Biru, Sembab, Berantakan

612 7 0
                                    

Kemarin, sejak aku memutuskan untuk melangkahkan kaki, itu juga menjadi titik awal bahwa kamu bukanlah lagi menjadi porosku. Meninggalkan kamu dengan kekalutan di dada tidak pernah mudah. Memori otakku terus memutar kenangan-kenangan kita bagai kaset yang rusak. Sialnya, bau tanah basah akibat hujan membuatku semakin pilu.
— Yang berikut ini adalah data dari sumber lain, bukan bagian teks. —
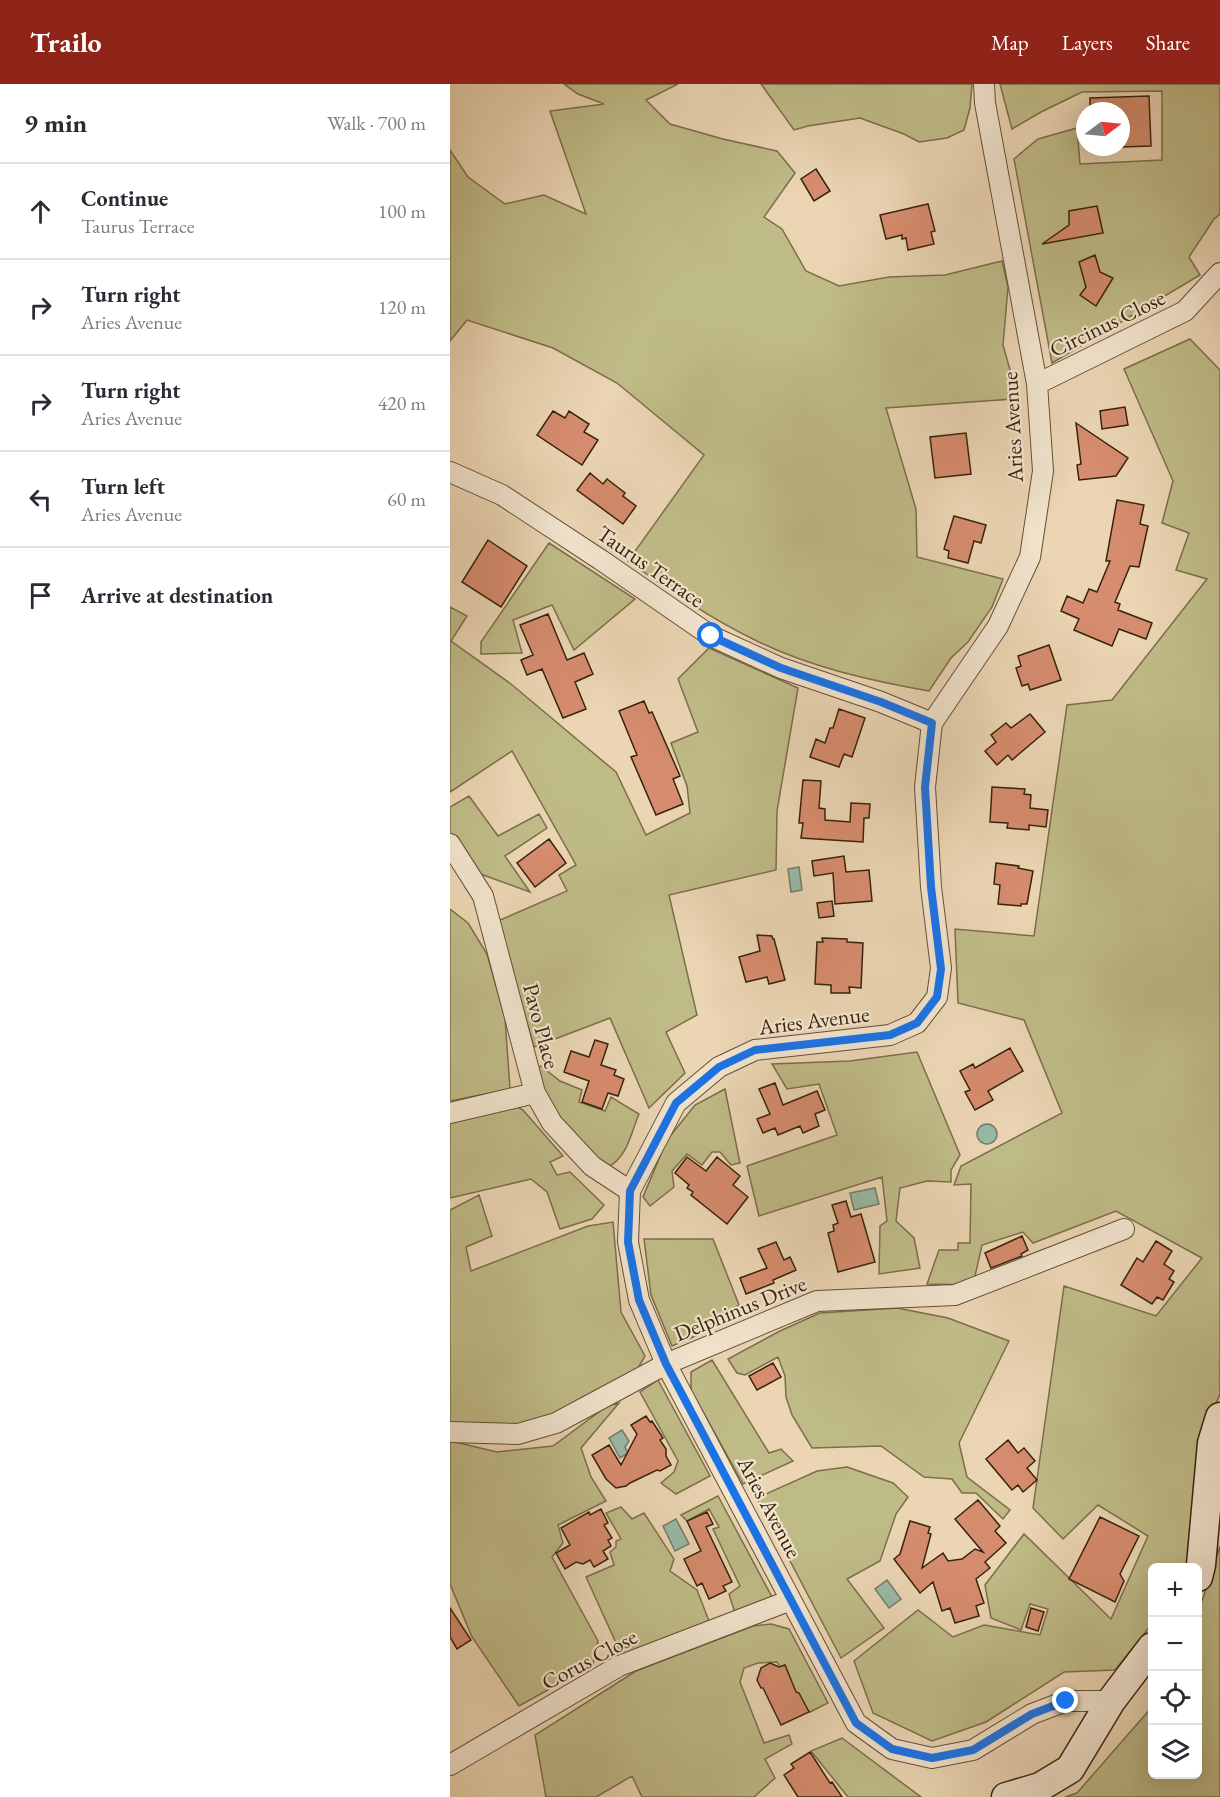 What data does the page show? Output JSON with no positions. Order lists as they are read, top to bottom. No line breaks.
{"streets":{"street":["Circinus Close","Aries Avenue","Taurus Terrace","Pavo Place","Delphinus Drive","Corus Close"]},"crossings":[["Circinus Close","Aries Avenue"],["Aries Avenue","Taurus Terrace"],["Aries Avenue","Pavo Place"],["Aries Avenue","Delphinus Drive"],["Aries Avenue","Corus Close"]],"north":"right","page":{"header":"Trailo","nav":["Map","Layers","Share"],"heading":["9 min","Walk · 700 m"],"list":[["Continue","Taurus Terrace","100 m"],["Turn right","Aries Avenue","120 m"],["Turn right","Aries Avenue","420 m"],["Turn left","Aries Avenue","60 m"],"Arrive at destination"],"map_buttons":["+","−"]}}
Sepertinya bumi memang sedang merengkuhku yang biru, yang sembab dan ya.. berantakan.

Setelah meninggalkan kamu, aku merasa baik-baik saja awalnya. Sekuat tenaga aku tidak ingin menangisi segalanya. Namun aku adalah aku, yang egois dengan semuanya. Aku akhirnya menyerah, menangisi kamu dan menciumi baju kamu yang kedodoran ketika aku pakai.
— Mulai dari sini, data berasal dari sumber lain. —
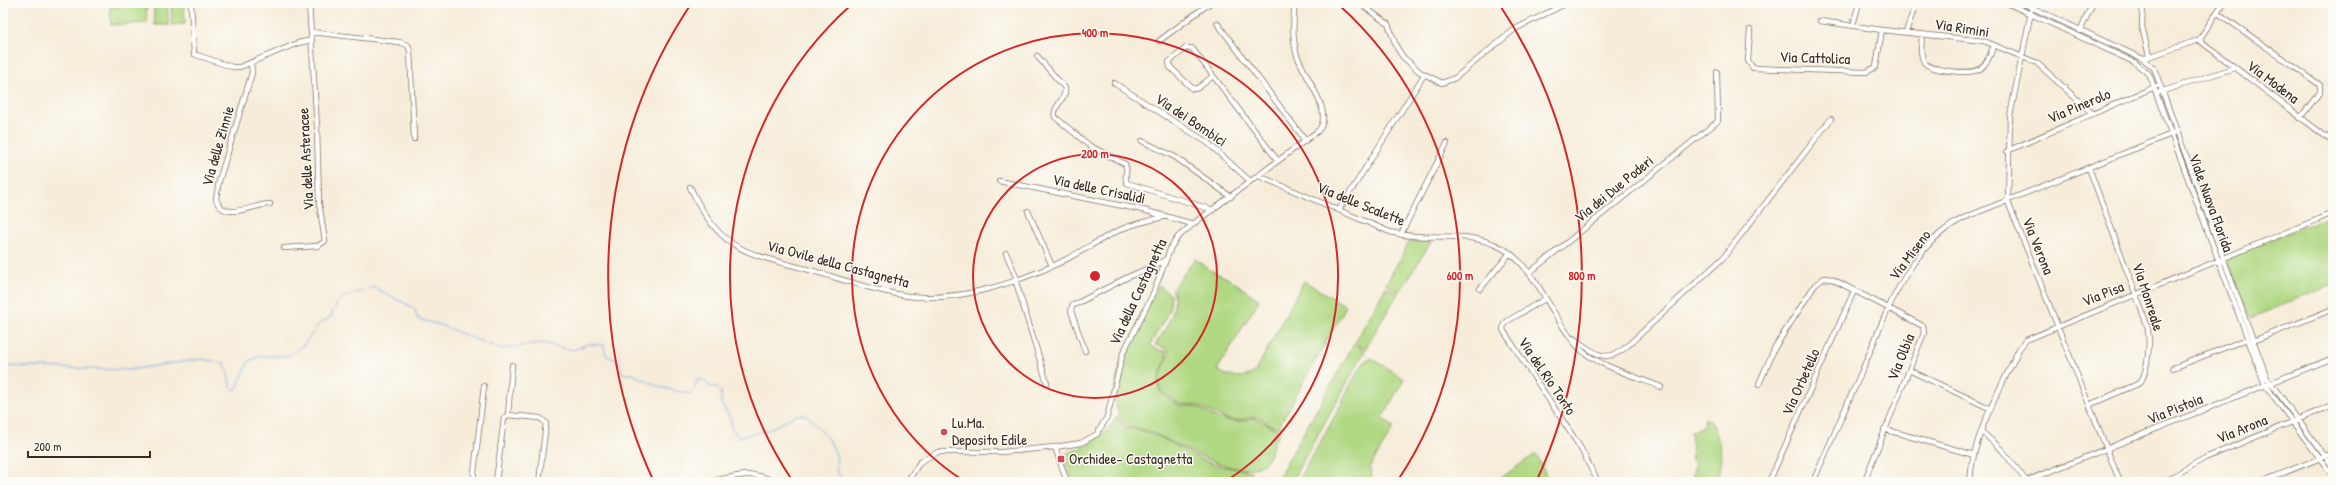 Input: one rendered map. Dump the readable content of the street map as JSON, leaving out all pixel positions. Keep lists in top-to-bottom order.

Kopi tidak lagi menarik ketika tidak bersama kamu. Netflix terasa sangat membosankan tanpa kamu. Bahkan biskuit kesukaankupun terasa hambar dan tidak enak. Sesekali aku menertawakan takdir yang begitu hebat merancang kepiluan yang aku sendiri tak tahu harus menggambarkannya seperti apa.

Ini sakit, bahkan lebih dari kata sakit. Ketika kamu dan aku saling memeluk dan merengkuh, namun tidak dengan Tuhan. Kamu tahu, tidak? Saat kamu ke Gereja pagi itu, aku menangisi kamu sejadi-jadinya. Meratapi kebodohan sedalam-dalamnya. Protes kepada Tuhan-ku mengapa aku bisa jatuh sama kamu.

Yah, memangnya kamu tahu kalau kamu akan mencintai laki-laki itu? Iya, itu suara otakku. Aku merasa sedikit gila akhir-akhir ini setelah melepaskan kamu. Mengecek ponsel tiap saat, berpikir bahwa bisa saja kamu tiba-tiba mengirimiku pesan. Tapi ya, hanya mimpi.

Aku sadar ketika aku melepaskan kamu. Merapalkan mantra bahwa semuanya akan berjalan baik-baik saja. Meyakinkan diri bahwa semua ini akan berakhir. Iya, ini tidak pernah mudah bagi aku. Mencoba menghapus segala kenangan sialan yang terus saja menghantui aku disetiap malam. Dan yang pasti, memulai hidup baru tanpa kamu disisi aku.